最近の聖霊派の出版物には、「旧来のキリスト教は間違っていた」という論調が目立つ。例えば、ある雑誌は、「予定論はキリスト教を縛ってきた」と言った。しかし、その理由を見ると、その論者が、伝統的なキリスト教の基礎的な教義に対して致命的な誤解をしていることが明らかである。

予定論を否定するならば、予定論とはいかなるものであるかをまず理解しなければならない。

どの分野についても言えることだが、新しい主張をする場合は、それまでの歴史を知らなければならない。新しい化学の理論を唱える人々は、化学の研究史を調べて、どこまで分かっていてどこから分からないのかをはっきりと知る必要がある。

例えば、ある化学者が学会で「水は酸素と水素から成り立っていることを発見した」と言えば、「あなた、顔を洗って出直してきなさい」と言われる。どの分野においても、研究史に対する無知は致命的である。

しかし、このような無知がキリスト教界ではまかり通っている。聖霊派には、改革派についてよく知っているかのように錯覚して、改革主義神学を批判する人々が目立つが、「あなたがたは改革主義神学についてどれだけ理解しているのですか?」と聞いてみたい。

こういった地道な作業を怠るから、「ポスト・ミレは、進化論の影響によってできた」などという妄想を平気で雑誌に発表して恥をかくことになる。

新しいことを主張したいなら、旧いことを学ぶべきだ。無知から生まれた運動が祝福されるはずもないし、人々から認められることもない。聖霊派の人々は、もし改革主義神学を否定したいなら、最低でも、ヴァン・ティルくらい読んで欲しい。ヴァン・ティルは、改革主義神学の基礎だから。

また、新しい教えをすべて「耳新しい」というだけで拒否することも間違いだ。聖書の中には、人類がまだはっきりと理解していない宝が隠されている。神は、教会を歴史の中において教育されるのであるから、歴史の進展の過程で明らかになる教えがたくさんあることを認めるべきである。

「旧いことに対する安易な否定」と「新しいことに対するアレルギー」はどちらもバランスを欠いている。

これらの誤謬を避けるには、聖書という絶対不変の基準を尊重すること以外にはない。聖書を軽視するから、判断基準を失って、頑迷と不定見という極端に流れる。

旧い教えを聞いて、「このような教えがあったので、キリスト教は縛られ、霊的な退潮に陥ったのだ」と言う前に、「この教えはどのような内容なのだろう。どのような歴史的な過程で生まれたのだろう。そして、聖書はこの教えを本当に述べているのだろうか。」と調べるべきだ。

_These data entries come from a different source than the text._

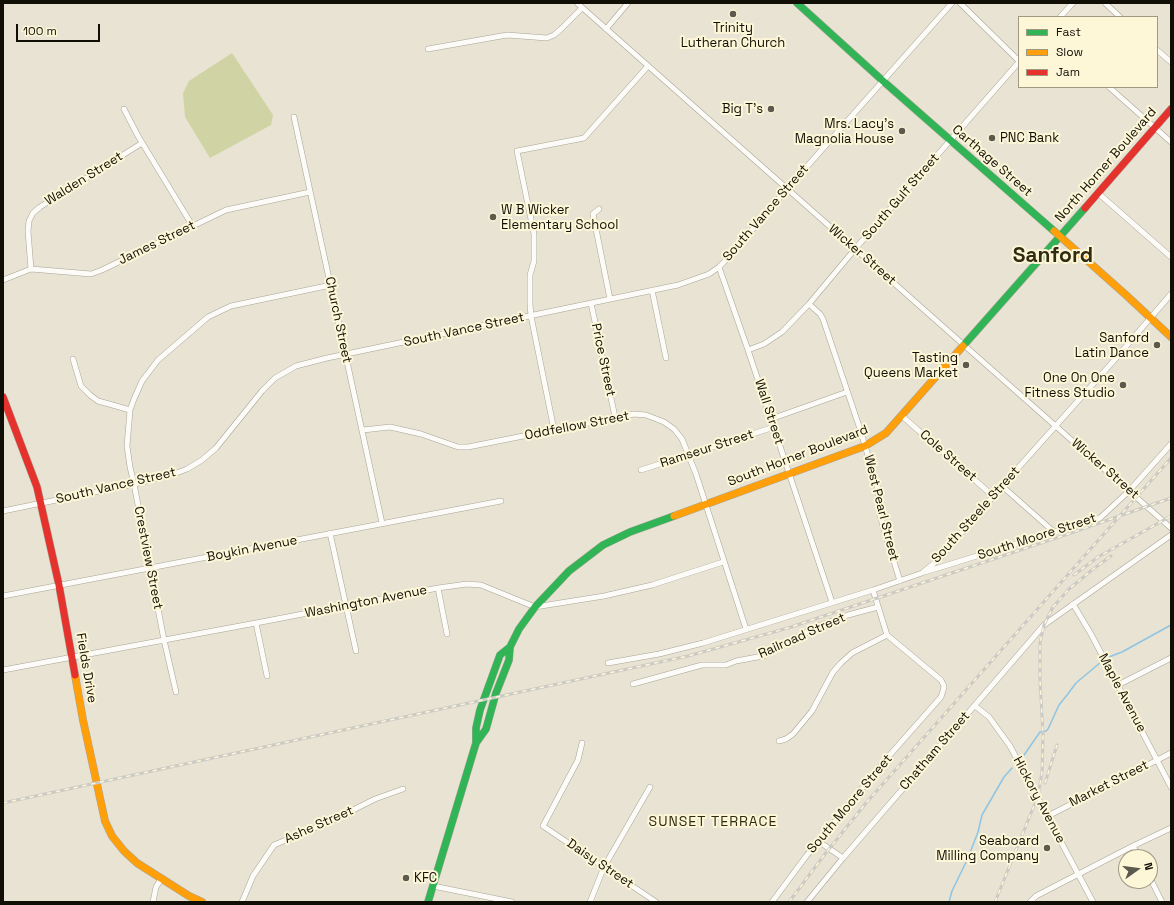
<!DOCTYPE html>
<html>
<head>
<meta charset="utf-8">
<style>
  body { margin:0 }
  #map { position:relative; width:1174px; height:905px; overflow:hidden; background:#e8e3d2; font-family:"Space Grotesk",sans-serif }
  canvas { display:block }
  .frame { position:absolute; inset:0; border:4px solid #110e05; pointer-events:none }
  .legend { position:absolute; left:1018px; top:16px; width:140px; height:72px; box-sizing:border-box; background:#fdf6d7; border:1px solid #9f9983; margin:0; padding:5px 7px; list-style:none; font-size:12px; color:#110e05 }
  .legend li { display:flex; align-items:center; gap:8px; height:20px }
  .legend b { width:20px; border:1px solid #9f9983 }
  .north { position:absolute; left:1118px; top:849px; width:40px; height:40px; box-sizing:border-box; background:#fdf6d7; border:1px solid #9f9983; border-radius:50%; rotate:76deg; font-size:11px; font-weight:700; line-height:16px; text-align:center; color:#110e05 }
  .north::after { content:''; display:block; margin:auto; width:14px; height:18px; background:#5c594d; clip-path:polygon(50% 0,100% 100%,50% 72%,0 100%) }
  .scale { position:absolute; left:16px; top:24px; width:84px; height:18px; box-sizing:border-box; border:2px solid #110e05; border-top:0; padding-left:5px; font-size:12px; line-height:14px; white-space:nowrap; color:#110e05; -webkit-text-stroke:3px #fdf6d7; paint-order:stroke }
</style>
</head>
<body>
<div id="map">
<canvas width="1174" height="905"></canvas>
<div class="frame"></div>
<ul class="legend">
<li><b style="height:5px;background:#30b455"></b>Fast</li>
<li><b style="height:5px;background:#ff9f0a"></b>Slow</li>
<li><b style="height:5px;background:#e5322d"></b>Jam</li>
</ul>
<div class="north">N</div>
<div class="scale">100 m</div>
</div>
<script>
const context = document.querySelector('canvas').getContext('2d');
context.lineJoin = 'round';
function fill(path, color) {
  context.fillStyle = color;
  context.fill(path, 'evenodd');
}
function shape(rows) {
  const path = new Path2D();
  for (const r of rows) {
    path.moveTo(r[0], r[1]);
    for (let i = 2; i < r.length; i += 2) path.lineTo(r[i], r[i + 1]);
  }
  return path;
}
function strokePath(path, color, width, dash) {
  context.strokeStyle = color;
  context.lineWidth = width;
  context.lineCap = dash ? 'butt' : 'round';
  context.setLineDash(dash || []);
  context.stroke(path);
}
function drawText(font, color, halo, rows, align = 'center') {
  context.font = font + ' "Space Grotesk",sans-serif';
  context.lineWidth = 4;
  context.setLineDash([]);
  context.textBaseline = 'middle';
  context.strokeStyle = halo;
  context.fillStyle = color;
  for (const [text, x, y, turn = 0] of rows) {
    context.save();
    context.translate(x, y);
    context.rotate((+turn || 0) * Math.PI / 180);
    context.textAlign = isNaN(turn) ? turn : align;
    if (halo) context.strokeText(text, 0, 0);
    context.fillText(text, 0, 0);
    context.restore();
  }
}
fill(shape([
  [232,53,273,115,271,125,210,158,185,117,183,93,189,81]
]), '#d0d4a5');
strokePath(shape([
  [1109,657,1122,652,1171,625],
  [1022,758,1040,732,1046,731,1048,729,1059,705,1067,695,1076,683,1101,662],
  [949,902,952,891,968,858,978,832,982,815,1004,777,1012,768]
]), '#8ec4e4', 1.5);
const street = shape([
  [577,3,1171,528],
  [960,3,1019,61],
  [1105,3,1120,17],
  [1060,17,1073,3],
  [606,29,628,3],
  [428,49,507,35,547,38,554,35,560,30,582,8],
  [1157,50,1171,62],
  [1109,87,1171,142],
  [124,109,138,136,192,225],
  [294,117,382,523],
  [1098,193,1171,257],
  [599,209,593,214,610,299],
  [719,267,748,350,832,602],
  [31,269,28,231,29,221,33,213,40,207,142,143],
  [3,280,31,269,91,274,102,270,226,210,310,192],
  [652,290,666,358],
  [591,303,615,417],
  [809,304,820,314,823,319,860,429,878,489,880,515,883,526,900,581],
  [748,350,764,344,782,332,809,304,855,249,1019,62],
  [73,359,81,386,90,395,98,401,109,404,130,410],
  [902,416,993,496],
  [771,419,847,392],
  [363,430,390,427,421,434,458,447,468,447,634,414,646,415,664,422,674,429,682,439,696,474,746,629],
  [554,430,531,316,530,304,530,275,534,261,534,234,517,151,584,138,648,66],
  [641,470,774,427],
  [1002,486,1054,532],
  [3,511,134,484,174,474,187,469,202,460,216,448,262,391,275,378,296,366,327,358,678,285,709,274,719,267,727,259,787,189,952,3],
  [330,533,356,651],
  [925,572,1100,518,1129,491,1171,444],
  [438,588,447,634],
  [3,596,501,501],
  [1073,604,1091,634,1171,787],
  [256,623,267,676],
  [608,663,659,654,703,643,873,590,922,573,938,560,1002,486,1110,365,1171,294],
  [3,670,256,623,438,588,467,584,481,585,535,607,604,596,652,585,723,562],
  [633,684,702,665,726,665,736,661,763,656,818,626,848,615,878,607],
  [1118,685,1171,658],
  [176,692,164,640,134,484,130,467,127,446,130,410,134,399,142,381,158,360,208,317,231,306,331,285],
  [975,706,989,717,1010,746,1093,902],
  [779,741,786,739,793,734,812,711,833,672,841,663,852,653,887,635],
  [582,743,578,760,543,826,656,902],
  [1048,816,1171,753],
  [818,841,843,858],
  [1133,846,1139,857],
  [1150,878,1162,902],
  [433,886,512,902],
  [153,902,156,887,162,878],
  [242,902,253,876,274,845,331,821,375,799,403,789],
  [590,902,604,867,650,787],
  [772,902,807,855,888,757,941,697,943,691,944,686,941,680,887,635,873,590],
  [807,902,843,858,1044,625,1171,535],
  [1030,902,1036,896,1133,846,1171,828]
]);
const fast = shape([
  [797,3,883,81,1054,231],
  [963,346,1085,208],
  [476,743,486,729,496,693,509,660,510,647,519,629,535,607,569,571,603,545,630,532,674,516],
  [428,902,476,743,476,728,480,710,500,655,510,647]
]);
const slow = shape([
  [1054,231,1126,295,1171,337],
  [674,516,865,446,886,433,963,346],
  [75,675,83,720,105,821,112,836,124,851,137,863,189,896,202,902]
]);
const jam = shape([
  [1085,208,1171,109],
  [3,397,37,487,59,585,75,675]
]);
strokePath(street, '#a8a497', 6);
strokePath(fast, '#a8a497', 8);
strokePath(slow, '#a8a497', 8);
strokePath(jam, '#a8a497', 8);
strokePath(street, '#fcfbf8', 5);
strokePath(fast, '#30b455', 7);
strokePath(slow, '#ff9f0a', 7);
strokePath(jam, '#e5322d', 7);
const rail = shape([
  [1074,575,1098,557,1171,516],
  [1045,783,1057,745],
  [3,803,688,656,788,628,1068,534,1171,498],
  [789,902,825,854,866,803,1171,458],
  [995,902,1038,796,1042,772,1043,735,1040,680,1040,643,1044,625,1053,607,1069,589,1092,570,1111,556]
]);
strokePath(rail, '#cbcac5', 3);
strokePath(rail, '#fdf6d7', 1.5, [4.5]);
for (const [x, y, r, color] of [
  [733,14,4,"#5c594d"],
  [771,109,4,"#5c594d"],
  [902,131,4,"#5c594d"],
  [992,138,4,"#5c594d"],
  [493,217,4,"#5c594d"],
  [1157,345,4,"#5c594d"],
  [966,365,4,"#5c594d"],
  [1123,385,4,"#5c594d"],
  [1047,848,4,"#5c594d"],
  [406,878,4,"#5c594d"]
]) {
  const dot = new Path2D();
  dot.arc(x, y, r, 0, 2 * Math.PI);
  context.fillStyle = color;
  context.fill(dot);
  strokePath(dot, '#fdf6d7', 1.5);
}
drawText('13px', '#110e05', '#fdf6d7', [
  ["Trinity",733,28,"center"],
  ["Lutheran Church",733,43,"center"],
  ["Big T’s",763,109],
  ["Mrs. Lacy’s",894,124],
  ["Magnolia House",894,139],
  ["PNC Bank",1000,138,"left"],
  ["W B Wicker",501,210,"left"],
  ["Elementary School",501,225,"left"],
  ["Sanford",1149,338],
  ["Latin Dance",1149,353],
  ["Tasting",958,358],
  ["Queens Market",958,373],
  ["One On One",1115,378],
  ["Fitness Studio",1115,393],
  ["Seaboard",1039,841],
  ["Milling Company",1039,856],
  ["KFC",414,878,"left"]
], 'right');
drawText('13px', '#110e05', '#fdf6d7', [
  ["Carthage Street",992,161,41],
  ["North Horner Boulevard",1106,165,-49],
  ["Walden Street",84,179,-32],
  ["South Gulf Street",901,197,-49],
  ["South Vance Street",766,213,-49],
  ["James Street",157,243,-26],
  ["Wicker Street",862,255,41],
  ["Church Street",338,320,78],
  ["South Vance Street",464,330,-12],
  ["Price Street",603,360,78],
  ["Wall Street",769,412,72],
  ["Oddfellow Street",577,426,-11],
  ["Ramseur Street",707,449,-18],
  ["South Horner Boulevard",798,456,-21],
  ["Cole Street",948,456,41],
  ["Wicker Street",1105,469,41],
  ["South Vance Street",116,486,-13],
  ["West Pearl Street",881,508,76],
  ["South Steele Street",976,515,-48],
  ["South Moore Street",1037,537,-18],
  ["Boykin Avenue",252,549,-11],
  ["Crestview Street",148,558,79],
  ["Washington Avenue",366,602,-11],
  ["Railroad Street",802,636,-24],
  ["Fields Drive",86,668,80],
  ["Maple Avenue",1122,693,62],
  ["Chatham Street",935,751,-49],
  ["Market Street",1109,784,-27],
  ["Hickory Avenue",1039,800,62],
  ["South Moore Street",850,804,-50],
  ["Ashe Street",319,825,-24],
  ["Daisy Street",600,864,34]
]);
context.letterSpacing = '1px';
drawText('14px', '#312b12', '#fdf6d7', [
  ["SUNSET TERRACE",713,822]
]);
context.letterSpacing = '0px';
drawText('bold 21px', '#312b12', '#fdf6d7', [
  ["Sanford",1053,256]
]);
</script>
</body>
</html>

新しい教えを聞いて、「そんなこと聞いたことない」と言下に否定するのではなく、「はたして聖書はそのように言っているだろうか。」と聖書をひもとくべきだ。

今日の、バランスを欠いた異教的キリスト教のルーツは、聖書の軽視にある。そして、聖書から正しい教理を築き上げてきた教会の歴史的営為に対する無理解がある。